Xerse de Cavalli à Lille en 2015, Le Ballet royal de la Nuit à Caen en 2017, La finta pazza de Sacrati à Dijon en février dernier… Autant de spectacles qui ont fait parler d’eux ces dernières saisons, et dont nul n’aurait osé rêver il y a trente ans, quand le seul fait de programmer un opéra de Lully relevait de la plus extrême audace. Grâce à toutes ces résurrections, les débuts de l’art lyrique en France ne se résument plus seulement à une série de titres oubliés, mais ont pu reprendre vie de la manière la plus éloquente qui soit. Ecrire une histoire du premier siècle d’existence de l’Académie royale de musique, c’est donc d’abord mettre un peu d’ordre dans les esprits en nous rappelant comment ces œuvres représentées en France ont, historiquement, précédé la naissance de l’opéra en français.

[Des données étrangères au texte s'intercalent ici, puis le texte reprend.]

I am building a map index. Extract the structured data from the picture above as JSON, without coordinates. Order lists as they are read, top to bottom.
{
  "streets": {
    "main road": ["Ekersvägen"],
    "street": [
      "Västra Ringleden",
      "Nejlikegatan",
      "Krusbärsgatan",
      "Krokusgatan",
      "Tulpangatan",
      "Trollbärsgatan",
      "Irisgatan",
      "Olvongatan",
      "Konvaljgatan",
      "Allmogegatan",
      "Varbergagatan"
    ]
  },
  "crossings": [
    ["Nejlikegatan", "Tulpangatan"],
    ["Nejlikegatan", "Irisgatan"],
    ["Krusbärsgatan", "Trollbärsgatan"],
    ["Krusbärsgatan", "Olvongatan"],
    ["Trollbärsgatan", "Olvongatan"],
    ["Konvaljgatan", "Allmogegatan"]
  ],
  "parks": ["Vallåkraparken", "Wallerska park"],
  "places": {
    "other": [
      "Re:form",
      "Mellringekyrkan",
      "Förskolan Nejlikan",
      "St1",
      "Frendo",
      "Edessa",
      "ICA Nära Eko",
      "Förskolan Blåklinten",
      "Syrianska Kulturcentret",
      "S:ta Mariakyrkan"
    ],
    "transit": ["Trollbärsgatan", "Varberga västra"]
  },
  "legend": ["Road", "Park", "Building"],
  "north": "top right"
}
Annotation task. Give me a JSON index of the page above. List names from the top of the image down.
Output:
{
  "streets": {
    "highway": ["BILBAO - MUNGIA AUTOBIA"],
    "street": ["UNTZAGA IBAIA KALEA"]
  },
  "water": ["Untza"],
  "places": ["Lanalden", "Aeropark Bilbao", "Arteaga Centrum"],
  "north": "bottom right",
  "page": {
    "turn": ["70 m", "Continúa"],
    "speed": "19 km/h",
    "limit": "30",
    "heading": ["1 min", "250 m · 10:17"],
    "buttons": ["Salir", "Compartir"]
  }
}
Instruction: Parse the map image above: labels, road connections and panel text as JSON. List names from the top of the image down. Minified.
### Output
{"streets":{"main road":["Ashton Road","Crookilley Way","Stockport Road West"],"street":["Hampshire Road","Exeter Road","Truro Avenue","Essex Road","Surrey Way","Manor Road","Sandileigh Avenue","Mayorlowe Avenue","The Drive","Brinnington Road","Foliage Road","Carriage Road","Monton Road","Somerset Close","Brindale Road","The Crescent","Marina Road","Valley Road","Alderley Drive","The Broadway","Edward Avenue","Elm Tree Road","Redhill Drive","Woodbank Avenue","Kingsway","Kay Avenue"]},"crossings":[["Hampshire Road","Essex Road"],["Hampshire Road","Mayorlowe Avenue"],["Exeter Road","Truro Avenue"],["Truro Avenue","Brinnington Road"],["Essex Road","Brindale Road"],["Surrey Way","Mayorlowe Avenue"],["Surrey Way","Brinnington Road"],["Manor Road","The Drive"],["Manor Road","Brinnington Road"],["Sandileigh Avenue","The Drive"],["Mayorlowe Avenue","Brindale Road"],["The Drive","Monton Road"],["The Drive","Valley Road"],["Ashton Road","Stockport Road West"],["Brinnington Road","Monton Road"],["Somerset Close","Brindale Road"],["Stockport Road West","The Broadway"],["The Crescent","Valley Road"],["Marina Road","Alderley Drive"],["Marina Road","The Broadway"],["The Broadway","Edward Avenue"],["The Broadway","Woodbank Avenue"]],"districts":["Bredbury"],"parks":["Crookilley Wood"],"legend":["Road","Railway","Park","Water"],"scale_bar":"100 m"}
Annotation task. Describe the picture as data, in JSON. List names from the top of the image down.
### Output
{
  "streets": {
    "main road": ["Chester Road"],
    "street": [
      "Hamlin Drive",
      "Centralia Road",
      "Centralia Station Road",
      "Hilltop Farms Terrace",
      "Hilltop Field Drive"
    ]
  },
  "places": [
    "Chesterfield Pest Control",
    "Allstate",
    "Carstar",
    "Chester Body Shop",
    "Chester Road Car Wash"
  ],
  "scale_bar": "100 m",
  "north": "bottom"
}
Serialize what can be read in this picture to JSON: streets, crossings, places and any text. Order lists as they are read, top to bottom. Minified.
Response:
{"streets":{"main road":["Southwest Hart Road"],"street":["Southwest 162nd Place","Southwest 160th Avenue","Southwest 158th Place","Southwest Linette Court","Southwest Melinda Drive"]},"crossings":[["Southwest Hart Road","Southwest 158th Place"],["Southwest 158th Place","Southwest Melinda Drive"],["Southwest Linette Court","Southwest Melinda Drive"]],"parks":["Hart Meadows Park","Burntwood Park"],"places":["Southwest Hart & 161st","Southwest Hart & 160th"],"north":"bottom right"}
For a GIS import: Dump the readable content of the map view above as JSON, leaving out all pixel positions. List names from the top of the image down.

Il faut en effet distinguer entre « opéra en France » et « opéra en français », car longtemps les Italiens eurent, assez logiquement, la mainmise sur le genre qu’ils avaient créé. Il n’est donc pas étonnant que les rapports entre France et Italie aient été choisi comme fil conducteur de l’exposition présentée par la BnF et l’Opéra de Paris pour célébrer le 350e anniversaire de la seconde institution. Si l’on fête les lettres patentes du 28 juin 1669, par lesquelles Louis XIV autorisait la création d’un établissement imitant l’exemple italien donné par « ces académies dans lesquelles il se fait des représentations en musique », le premier opéra en français date de 1659, avec la Pastorale d’Issy, musique de Cambert, livret de Perrin. C’est d’ailleurs un poète – le fameux Perrin – et non un compositeur qui bénéficie des susdites lettres patentes, et qui avait dressé une longue liste des défauts italiens qu’il conviendrait d’éviter pour instaurer l’opéra français. On s’étonne d’ailleurs que nul n’ait encore tenté de nous faire entendre les opéras de Cambert, son Ariane et Bacchus ou sa Pomone, résultats de ce « processus d’hybridation » par lequel notre pays s’efforça de concevoir, sur des vers français, des œuvres musicales ressemblant à ce qui se créait de l’autre côté des Alpes. Evidemment, le monopole de Perrin, fortement concurrencé par la Musique du Roi, fut de très courte durée et Lully, cet Italien devenu Français, s’empressa de supplanter son rival. Cambert, dépité, s’en ira fonder à Londres la Royal Academy of Music en 1674.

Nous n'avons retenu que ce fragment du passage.